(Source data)

○ ○ ○

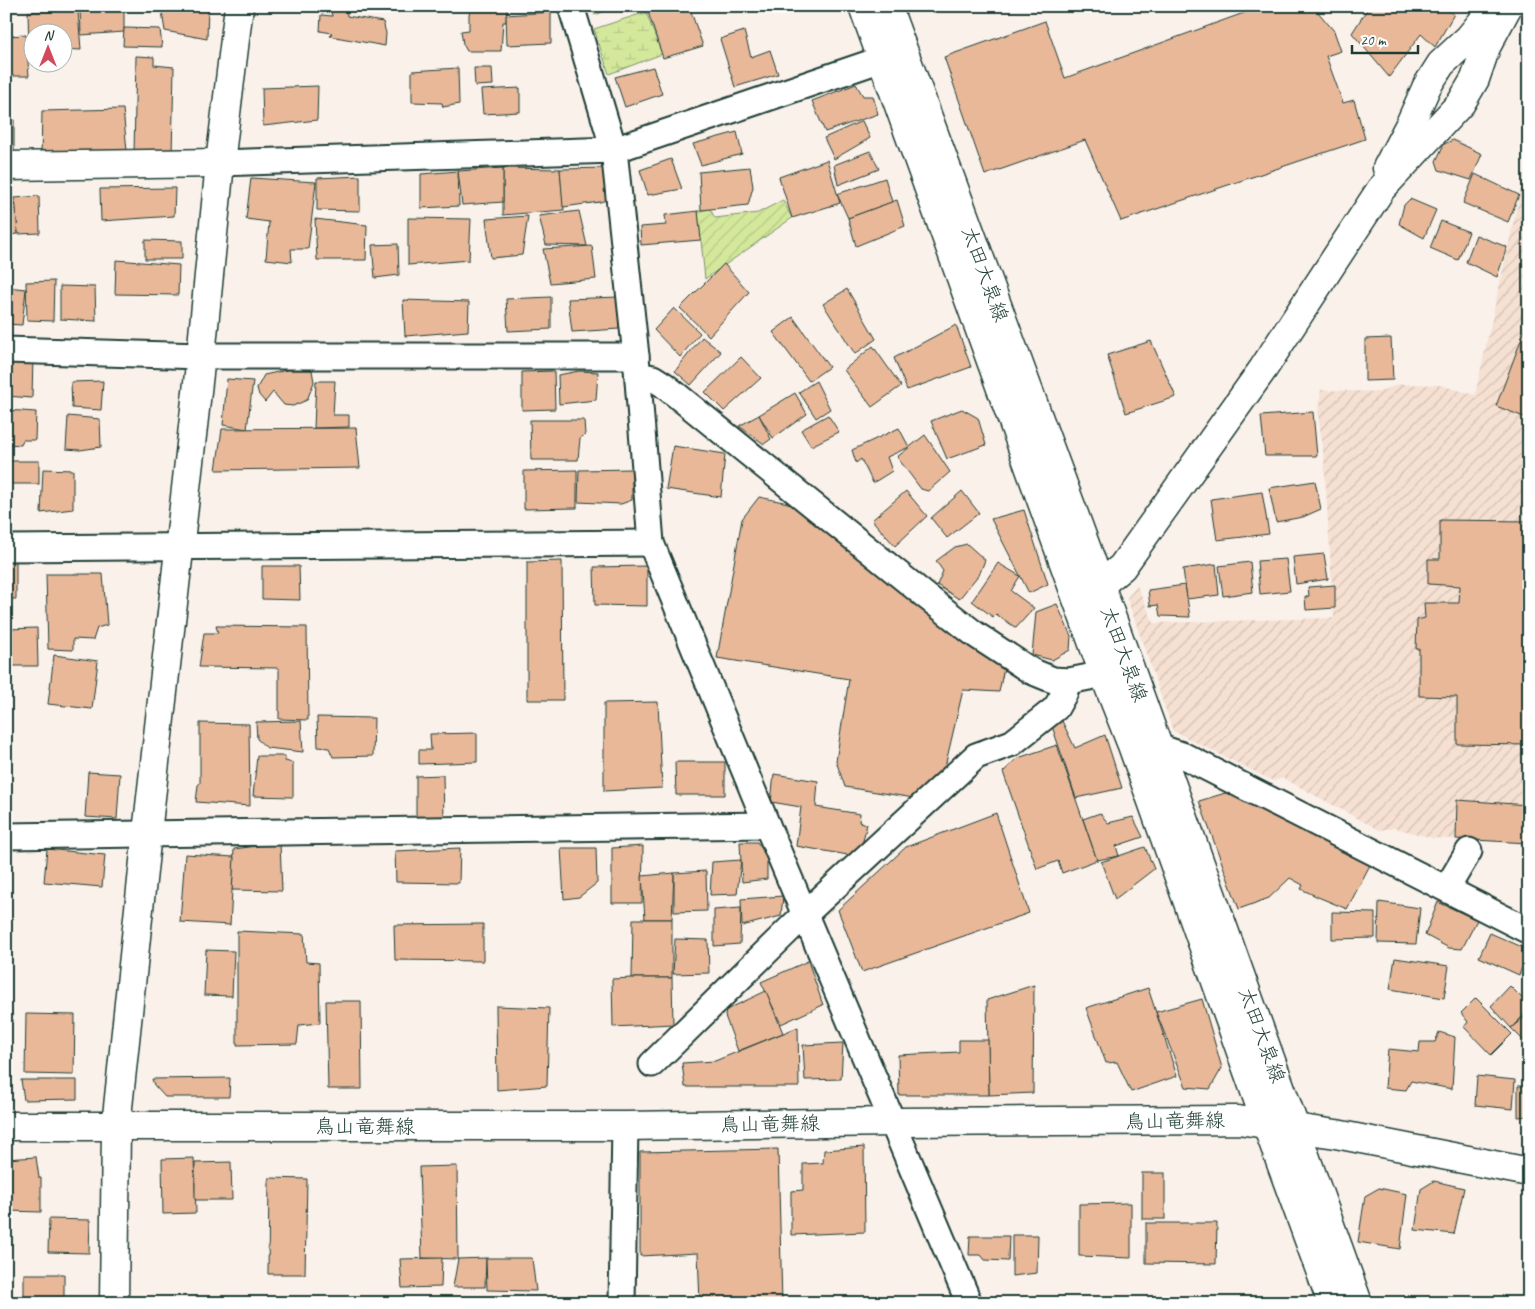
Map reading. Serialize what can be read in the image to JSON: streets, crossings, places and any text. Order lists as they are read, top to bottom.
{
  "streets": {
    "main road": ["太田大泉線", "鳥山竜舞線"]
  },
  "crossings": [
    ["太田大泉線", "鳥山竜舞線"]
  ],
  "scale_bar": "20 m",
  "north": "top"
}
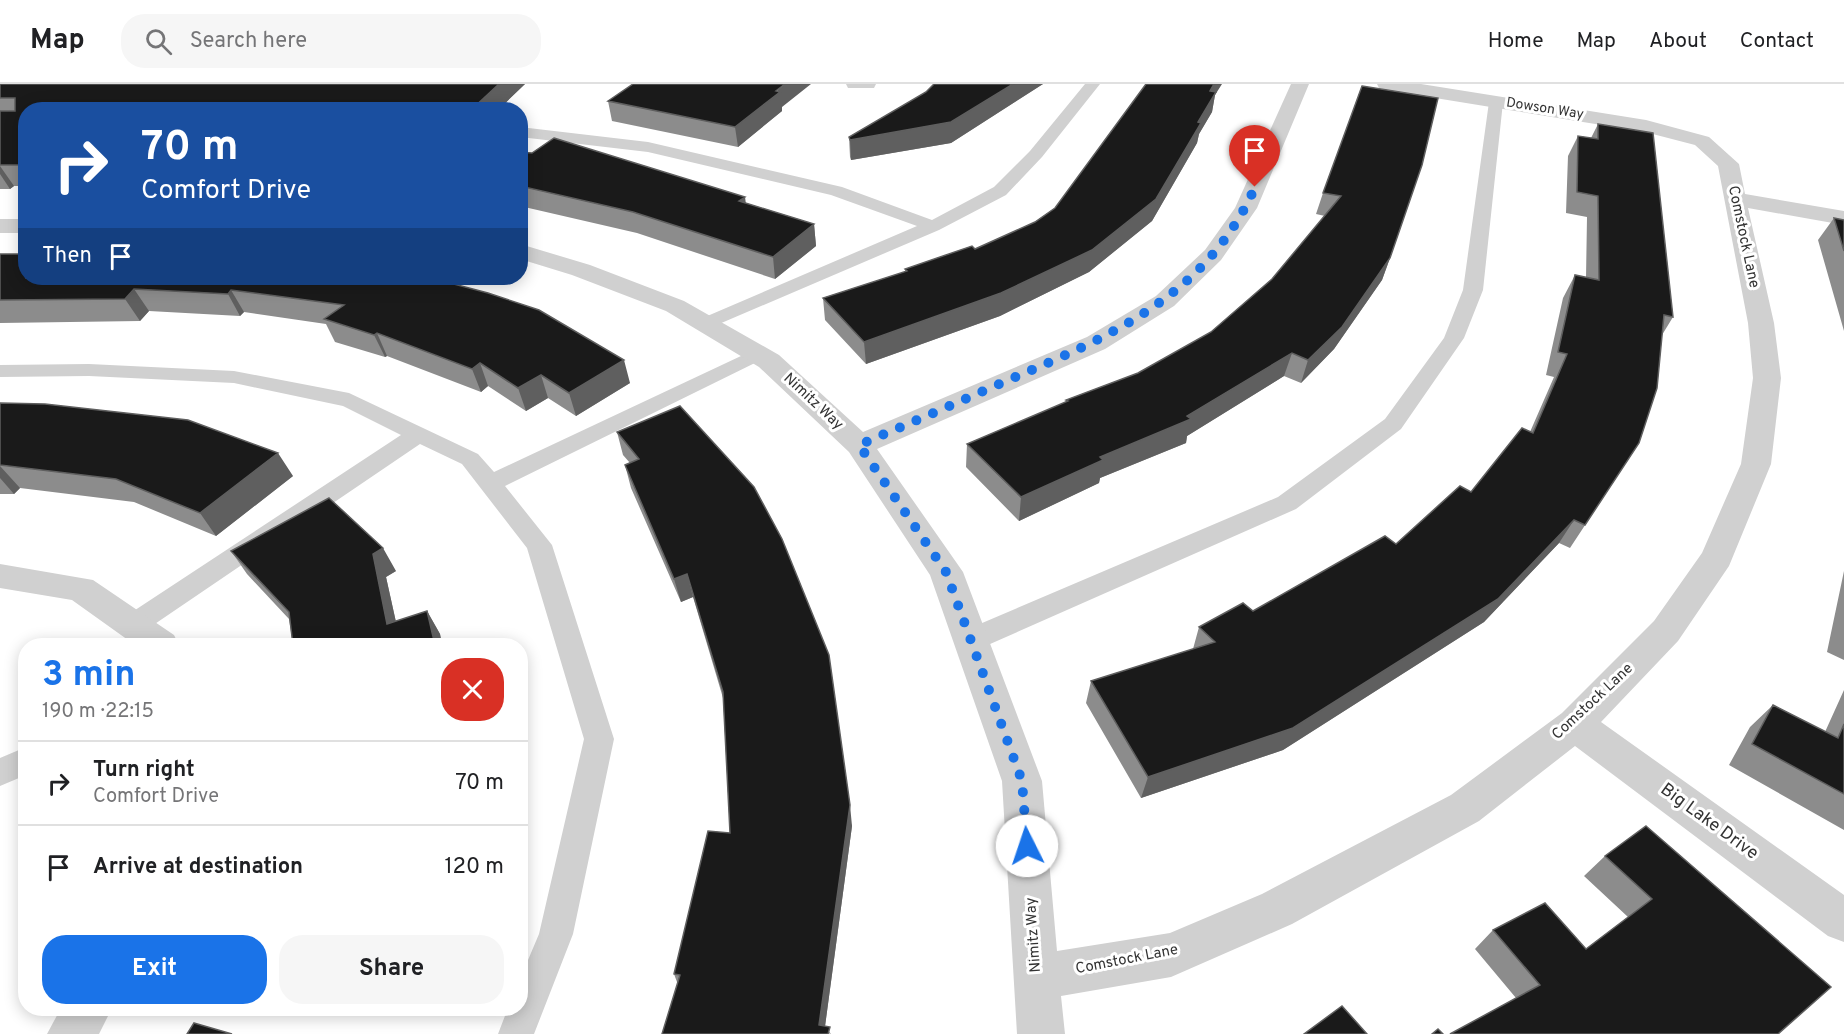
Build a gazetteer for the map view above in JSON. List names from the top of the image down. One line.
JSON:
{"streets":{"street":["Dowson Way","Comstock Lane","Nimitz Way","Big Lake Drive"]},"crossings":[["Dowson Way","Comstock Lane"],["Comstock Lane","Nimitz Way"],["Comstock Lane","Big Lake Drive"]],"page":{"header":"Map","search":"Search here","nav":["Home","Map","About","Contact"],"turn":["70 m","Comfort Drive"],"then":"Then","heading":["3 min","190 m · 22:15"],"list":[{"name":"Turn right","note":"Comfort Drive","value":"70 m"},{"name":"Arrive at destination","value":"120 m"}],"buttons":["Exit","Share"]}}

○ ○ ○

→ REQUIREMENT: Copy out nothing but the lines from the beginning of the records through the one that contains "Build a gazetteer". Skip the pictures.

→ EXPECTED ANSWER:
Map reading. Serialize what can be read in the image to JSON: streets, crossings, places and any text. Order lists as they are read, top to bottom.
{
  "streets": {
    "main road": ["太田大泉線", "鳥山竜舞線"]
  },
  "crossings": [
    ["太田大泉線", "鳥山竜舞線"]
  ],
  "scale_bar": "20 m",
  "north": "top"
}
Build a gazetteer for the map view above in JSON. List names from the top of the image down. One line.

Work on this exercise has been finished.